Provide pointer to Google BigQuery download statistics (pypa#433)

tswast · ncoghlan · commit afb3c3585cb7 · 2018-02-19T12:05:22.000+10:00
This guide points to the PyPI download statistics dataset and describes
how to query it.

Examples queries are limited to specific time periods to reduce the amount
of quota used when experimenting.
diff --git a/source/guides/analyzing-pypi-package-downloads.rst b/source/guides/analyzing-pypi-package-downloads.rst
@@ -0,0 +1,243 @@
+================================
+Analyzing PyPI package downloads
+================================
+
+This section covers how to use the `PyPI package dataset`_ to learn more
+about downloads of a package (or packages) hosted on PyPI. For example, you can
+use it to discover the distribution of Python versions used to download a
+package.
+
+.. contents:: Contents
+   :local:
+
+
+Background
+==========
+
+PyPI does not display download statistics because they are difficult to
+collect and display accurately. Reasons for this are included in the
+`announcement email
+<https://mail.python.org/pipermail/distutils-sig/2013-May/020855.html>`__:
+
+    There are numerous reasons for [download counts] removal/deprecation some
+    of which are:
+
+        - Technically hard to make work with the new CDN
+            - The CDN is being donated to the PSF, and the donated tier does
+              not offer any form of log access
+            - The work around for not having log access would greatly reduce
+              the utility of the CDN
+        - Highly inaccurate
+            - A number of things prevent the download counts from being
+              inaccurate, some of which include:
+                - pip download cache
+                - Internal or unofficial mirrors
+                - Packages not hosted on PyPI (for comparisons sake)
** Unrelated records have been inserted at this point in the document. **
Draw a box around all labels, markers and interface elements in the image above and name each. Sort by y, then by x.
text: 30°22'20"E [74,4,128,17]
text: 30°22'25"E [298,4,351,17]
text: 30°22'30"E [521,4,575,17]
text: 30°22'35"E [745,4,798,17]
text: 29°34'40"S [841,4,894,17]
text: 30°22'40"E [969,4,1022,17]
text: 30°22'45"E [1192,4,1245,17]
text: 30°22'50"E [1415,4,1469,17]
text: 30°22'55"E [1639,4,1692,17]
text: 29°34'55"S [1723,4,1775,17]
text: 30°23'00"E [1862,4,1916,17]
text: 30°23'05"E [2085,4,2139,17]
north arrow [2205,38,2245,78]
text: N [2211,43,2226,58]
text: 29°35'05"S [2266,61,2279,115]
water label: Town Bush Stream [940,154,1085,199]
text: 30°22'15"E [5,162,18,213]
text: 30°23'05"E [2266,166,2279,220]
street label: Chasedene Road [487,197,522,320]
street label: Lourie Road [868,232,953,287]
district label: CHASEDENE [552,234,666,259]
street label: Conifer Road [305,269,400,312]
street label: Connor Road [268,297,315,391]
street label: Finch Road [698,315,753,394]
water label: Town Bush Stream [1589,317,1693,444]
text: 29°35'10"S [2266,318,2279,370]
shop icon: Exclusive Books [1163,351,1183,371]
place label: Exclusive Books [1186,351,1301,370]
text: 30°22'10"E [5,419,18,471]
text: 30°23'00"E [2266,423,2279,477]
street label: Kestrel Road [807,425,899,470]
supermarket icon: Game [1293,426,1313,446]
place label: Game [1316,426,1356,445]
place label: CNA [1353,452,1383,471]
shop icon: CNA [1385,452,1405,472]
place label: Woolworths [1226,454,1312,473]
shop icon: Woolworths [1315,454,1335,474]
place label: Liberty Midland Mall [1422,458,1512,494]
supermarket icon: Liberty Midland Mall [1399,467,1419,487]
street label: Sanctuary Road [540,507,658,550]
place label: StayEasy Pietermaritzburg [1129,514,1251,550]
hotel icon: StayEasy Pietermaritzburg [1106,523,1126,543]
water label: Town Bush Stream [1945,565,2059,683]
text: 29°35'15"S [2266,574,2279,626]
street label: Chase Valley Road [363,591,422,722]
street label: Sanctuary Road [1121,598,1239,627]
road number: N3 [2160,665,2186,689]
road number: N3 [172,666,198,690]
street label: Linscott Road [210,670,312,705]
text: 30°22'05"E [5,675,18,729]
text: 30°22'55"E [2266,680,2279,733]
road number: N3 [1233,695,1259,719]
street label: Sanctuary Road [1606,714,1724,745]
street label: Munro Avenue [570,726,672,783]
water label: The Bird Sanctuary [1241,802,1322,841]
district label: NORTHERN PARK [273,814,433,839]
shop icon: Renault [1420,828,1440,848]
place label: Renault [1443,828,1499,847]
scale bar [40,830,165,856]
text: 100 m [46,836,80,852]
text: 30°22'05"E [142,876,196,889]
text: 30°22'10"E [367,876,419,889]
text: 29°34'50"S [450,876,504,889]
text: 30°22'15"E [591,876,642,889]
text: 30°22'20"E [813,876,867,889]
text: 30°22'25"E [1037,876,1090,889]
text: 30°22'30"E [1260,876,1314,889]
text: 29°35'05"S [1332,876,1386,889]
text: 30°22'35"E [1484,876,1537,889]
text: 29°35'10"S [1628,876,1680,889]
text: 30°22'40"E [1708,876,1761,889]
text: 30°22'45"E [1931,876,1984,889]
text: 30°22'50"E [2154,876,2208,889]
+                - Mirrors or unofficial grab scripts causing inflated counts
+                  (Last I looked 25% of the downloads were from a known
+                  mirroring script).
+        - Not particularly useful
+            - Just because a project has been downloaded a lot doesn't mean
+              it's good
+            - Similarly just because a project hasn't been downloaded a lot
+              doesn't mean it's bad
+
+    In short because it's value is low for various reasons, and the tradeoffs
+    required to make it work are high It has been not an effective use of
+    resources.
+
+As an alternative, the `Linehaul project
+<https://github.com/pypa/linehaul>`__ streams download logs to `Google
+BigQuery`_ [#]_. Linehaul writes an entry in a
+``the-psf.pypi.downloadsYYYYMMDD`` table for each download. The table
+contains information about what file was downloaded and how it was
+downloaded. Some useful columns from the `table schema
+<https://bigquery.cloud.google.com/table/the-psf:pypi.downloads20161022?tab=schema>`__
+include:
+
++------------------------+-----------------+-----------------------+
+| Column                 | Description     | Examples              |
++========================+=================+=======================+
+| file.project           | Project name    | ``pipenv``, ``nose``  |
++------------------------+-----------------+-----------------------+
+| file.version           | Package version | ``0.1.6``, ``1.4.2``  |
++------------------------+-----------------+-----------------------+
+| details.installer.name | Installer       | pip, `bandersnatch`_  |
++------------------------+-----------------+-----------------------+
+| details.python         | Python version  | ``2.7.12``, ``3.6.4`` |
++------------------------+-----------------+-----------------------+
+
+.. [#] `PyPI BigQuery dataset announcement email <https://mail.python.org/pipermail/distutils-sig/2016-May/028986.html>`__
+
+Setting up
+==========
+
+In order to use `Google BigQuery`_ to query the `PyPI package dataset`_,
+you'll need a Google account and to enable the BigQuery API on a Google
+Cloud Platform project. You can run the up to 1TB of queries per month `using
+the BigQuery free tier without a credit card
+<https://cloud.google.com/blog/big-data/2017/01/how-to-run-a-terabyte-of-google-bigquery-queries-each-month-without-a-credit-card>`__
+
+- Navigate to the `BigQuery web UI`_.
+- Create a new project.
+- Enable the `BigQuery API
+  <https://console.developers.google.com/apis/api/bigquery-json.googleapis.com/overview>`__.
+
+For more detailed instructions on how to get started with BigQuery, check out
+the `BigQuery quickstart guide
+<https://cloud.google.com/bigquery/quickstart-web-ui>`__.
+
+Useful queries
+==============
+
+Run queries in the `BigQuery web UI`_ by clicking the "Compose query" button.
+
+Note that the rows are stored in separate tables for each day, which helps
+limit the cost of queries. These example queries analyze downloads from
+recent history by using `wildcard tables
+<https://cloud.google.com/bigquery/docs/querying-wildcard-tables>`__ to
+select all tables and then filter by ``_TABLE_SUFFIX``.
+
+Counting package downloads
+--------------------------
+
+The following query counts the total number of downloads for the project
+"pytest".
+
+::
+
+    #standardSQL
+    SELECT COUNT(*) AS num_downloads
+    FROM `the-psf.pypi.downloads*`
+    WHERE file.project = 'pytest'
+      -- Only query the last 30 days of history
+      AND _TABLE_SUFFIX
+        BETWEEN FORMAT_DATE(
+          '%Y%m%d', DATE_SUB(CURRENT_DATE(), INTERVAL 30 DAY))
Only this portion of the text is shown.